The most ambitious RGGI trajectory (Scenario #3) would provide nearly a quarter of a billion dollars more in carbon revenues annually to states, compared to the least ambitious trajectory (Scenario #1).

The RGGI states—Connecticut, Delaware, Maine, Maryland, Massachusetts, New Hampshire, New York, Rhode Island, and Vermont—are expected to decide in the coming weeks how fast and by how much they will cut pollution from 2018 through 2030. That decision also will have a significant impact on the amount of money the states earn under RGGI pollution permit auctions that can then be directed toward popular clean energy programs to help cut their residents’ energy bills.

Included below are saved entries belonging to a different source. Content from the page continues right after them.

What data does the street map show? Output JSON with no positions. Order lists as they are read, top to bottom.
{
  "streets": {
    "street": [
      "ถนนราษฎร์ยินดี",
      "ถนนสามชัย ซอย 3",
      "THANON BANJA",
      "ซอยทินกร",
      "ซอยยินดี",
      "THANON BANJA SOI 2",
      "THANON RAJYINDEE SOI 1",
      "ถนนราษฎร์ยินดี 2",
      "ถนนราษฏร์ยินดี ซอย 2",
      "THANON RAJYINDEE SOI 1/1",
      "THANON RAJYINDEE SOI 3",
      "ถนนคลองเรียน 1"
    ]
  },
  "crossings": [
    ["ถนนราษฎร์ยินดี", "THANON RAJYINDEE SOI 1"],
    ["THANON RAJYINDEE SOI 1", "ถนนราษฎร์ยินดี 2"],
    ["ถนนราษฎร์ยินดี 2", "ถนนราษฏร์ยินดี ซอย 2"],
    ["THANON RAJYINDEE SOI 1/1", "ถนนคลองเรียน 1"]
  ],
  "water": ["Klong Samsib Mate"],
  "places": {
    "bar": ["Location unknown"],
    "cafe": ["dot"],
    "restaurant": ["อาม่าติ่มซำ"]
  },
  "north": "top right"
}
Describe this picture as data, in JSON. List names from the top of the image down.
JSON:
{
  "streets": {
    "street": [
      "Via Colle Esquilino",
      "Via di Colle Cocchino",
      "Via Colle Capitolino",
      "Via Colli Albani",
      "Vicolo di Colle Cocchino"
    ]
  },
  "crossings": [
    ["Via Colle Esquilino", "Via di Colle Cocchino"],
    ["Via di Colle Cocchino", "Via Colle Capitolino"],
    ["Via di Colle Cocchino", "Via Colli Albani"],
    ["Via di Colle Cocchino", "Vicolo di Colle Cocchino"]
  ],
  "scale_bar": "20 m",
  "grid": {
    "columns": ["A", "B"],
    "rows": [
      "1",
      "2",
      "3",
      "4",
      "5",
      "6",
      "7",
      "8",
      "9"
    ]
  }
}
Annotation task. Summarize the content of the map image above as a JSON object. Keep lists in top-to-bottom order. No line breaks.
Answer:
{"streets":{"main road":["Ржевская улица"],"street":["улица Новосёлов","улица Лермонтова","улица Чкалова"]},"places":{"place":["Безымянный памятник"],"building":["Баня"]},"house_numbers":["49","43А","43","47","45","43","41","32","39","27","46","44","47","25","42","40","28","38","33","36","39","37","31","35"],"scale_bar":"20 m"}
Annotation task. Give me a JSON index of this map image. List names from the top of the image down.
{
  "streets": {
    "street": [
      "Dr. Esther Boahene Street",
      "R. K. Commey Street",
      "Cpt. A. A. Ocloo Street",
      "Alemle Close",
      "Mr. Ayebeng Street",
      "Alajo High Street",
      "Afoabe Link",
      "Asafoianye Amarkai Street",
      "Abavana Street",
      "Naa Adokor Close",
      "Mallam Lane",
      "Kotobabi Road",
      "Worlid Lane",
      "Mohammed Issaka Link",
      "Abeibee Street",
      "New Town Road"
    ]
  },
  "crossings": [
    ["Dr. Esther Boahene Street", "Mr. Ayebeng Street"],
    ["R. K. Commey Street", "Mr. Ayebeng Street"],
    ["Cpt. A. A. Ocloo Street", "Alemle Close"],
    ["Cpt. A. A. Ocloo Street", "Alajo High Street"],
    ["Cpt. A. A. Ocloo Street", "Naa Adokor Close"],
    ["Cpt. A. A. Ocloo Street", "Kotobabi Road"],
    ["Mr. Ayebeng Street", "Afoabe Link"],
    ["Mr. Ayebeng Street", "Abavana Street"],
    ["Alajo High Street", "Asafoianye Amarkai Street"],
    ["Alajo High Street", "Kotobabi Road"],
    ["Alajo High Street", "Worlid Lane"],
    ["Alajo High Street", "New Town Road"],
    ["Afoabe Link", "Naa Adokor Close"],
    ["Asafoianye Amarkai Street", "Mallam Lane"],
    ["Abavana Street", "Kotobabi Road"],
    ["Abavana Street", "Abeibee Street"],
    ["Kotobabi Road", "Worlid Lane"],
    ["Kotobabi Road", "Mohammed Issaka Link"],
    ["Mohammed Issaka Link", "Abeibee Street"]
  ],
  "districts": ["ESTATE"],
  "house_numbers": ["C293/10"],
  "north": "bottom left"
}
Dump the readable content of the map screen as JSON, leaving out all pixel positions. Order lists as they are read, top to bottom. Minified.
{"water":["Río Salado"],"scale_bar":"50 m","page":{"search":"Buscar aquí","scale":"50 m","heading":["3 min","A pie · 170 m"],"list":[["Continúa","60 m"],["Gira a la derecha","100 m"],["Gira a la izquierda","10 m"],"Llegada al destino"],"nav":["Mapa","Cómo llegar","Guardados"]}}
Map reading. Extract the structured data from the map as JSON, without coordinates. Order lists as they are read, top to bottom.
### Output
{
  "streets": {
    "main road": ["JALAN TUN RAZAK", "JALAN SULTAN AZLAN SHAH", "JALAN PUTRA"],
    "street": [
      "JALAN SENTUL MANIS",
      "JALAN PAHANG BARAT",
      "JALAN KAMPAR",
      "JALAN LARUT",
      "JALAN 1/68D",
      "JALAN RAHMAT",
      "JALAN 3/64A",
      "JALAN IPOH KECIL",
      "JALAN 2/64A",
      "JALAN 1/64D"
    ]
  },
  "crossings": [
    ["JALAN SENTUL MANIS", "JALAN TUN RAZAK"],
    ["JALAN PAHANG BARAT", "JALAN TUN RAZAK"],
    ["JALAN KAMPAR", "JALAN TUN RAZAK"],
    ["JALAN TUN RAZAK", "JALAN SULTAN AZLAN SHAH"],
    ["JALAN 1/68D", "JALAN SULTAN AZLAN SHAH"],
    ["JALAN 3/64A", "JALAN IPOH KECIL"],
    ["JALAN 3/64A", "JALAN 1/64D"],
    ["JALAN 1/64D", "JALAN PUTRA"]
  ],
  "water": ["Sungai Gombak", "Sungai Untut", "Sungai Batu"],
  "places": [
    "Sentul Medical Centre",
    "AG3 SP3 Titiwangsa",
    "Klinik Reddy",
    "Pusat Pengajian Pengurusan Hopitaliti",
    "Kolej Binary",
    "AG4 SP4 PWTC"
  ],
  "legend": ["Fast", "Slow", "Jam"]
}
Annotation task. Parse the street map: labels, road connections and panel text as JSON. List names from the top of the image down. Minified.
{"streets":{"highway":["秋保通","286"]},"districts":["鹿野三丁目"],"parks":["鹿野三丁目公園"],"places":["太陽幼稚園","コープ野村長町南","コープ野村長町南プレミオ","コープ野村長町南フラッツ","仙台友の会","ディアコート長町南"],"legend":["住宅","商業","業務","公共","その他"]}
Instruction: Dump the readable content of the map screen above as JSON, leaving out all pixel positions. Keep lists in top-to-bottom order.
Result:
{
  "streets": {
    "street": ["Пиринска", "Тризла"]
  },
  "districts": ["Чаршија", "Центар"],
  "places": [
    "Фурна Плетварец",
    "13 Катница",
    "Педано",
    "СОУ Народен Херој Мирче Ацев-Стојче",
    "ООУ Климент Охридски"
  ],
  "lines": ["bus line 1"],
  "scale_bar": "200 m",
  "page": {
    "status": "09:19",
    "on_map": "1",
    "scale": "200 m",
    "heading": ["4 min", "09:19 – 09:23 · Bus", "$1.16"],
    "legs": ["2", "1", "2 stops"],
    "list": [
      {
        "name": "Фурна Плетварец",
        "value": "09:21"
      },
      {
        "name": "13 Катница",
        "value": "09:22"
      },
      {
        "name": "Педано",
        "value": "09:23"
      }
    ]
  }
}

Based on modeling released by the states last month, NRDC’s analysis shows the states could earn $3.2 billion more for their state clean energy programs by selecting the tightest emissions cap under consideration (i.e., the states’ Scenario #3) compared to the least ambitious cap option modeled (Scenario #1, which would only maintain the program’s status quo power plant pollution reduction rate of 2.5 percent per year).

The extra earnings from going for the tightest emissions cap the states modeled—a 3 percent pollution reduction annually plus an additional cut of 6.5 percent in 2019—don’t even include the associated benefits, such as cleaner air resulting in fewer medical expenses. Another option under consideration, Scenario #2, would cut emissions by 3.5 percent annually but not include the 2019 boost so the total pollution reduction would be less. Ultimately, the strongest cap under consideration (Scenario #3) is needed to maintain the RGGI states’ climate leadership, and as we wrote recently, even tighter caps are achievable and would provide even more benefits to the region.

While the RGGI states have modeled the projected pollution cuts under the three scenarios, they did not release figures on the potential revenues connected with each option. NRDC’s analysis fills this gap.

Under the RGGI program, power plants buy permits (aka allowances) at quarterly auctions that allow them to emit a specific amount of carbon pollution. (Each year, the total amount of pollution—or cap—decreases, as does the number of available permits. Permits purchased at auction can also be traded—bought or sold—by power plants in secondary markets.) The RGGI states then invest the bulk of the auction revenues in energy efficiency, renewable energy, energy bill assistance for low-income consumers, and other programs as they see fit. (Note: When the RGGI states were first crafting their program, they wisely recognized that auctioning allowances to polluters and reinvesting the revenues for the benefit of consumers was the right decision to make rather than giving allowances away to polluters for free, which would have been a windfall for those polluters and denied consumers the many benefits RGGI has provided. This is a critical lesson for states like Virginia that are currently looking at their own program structures.)  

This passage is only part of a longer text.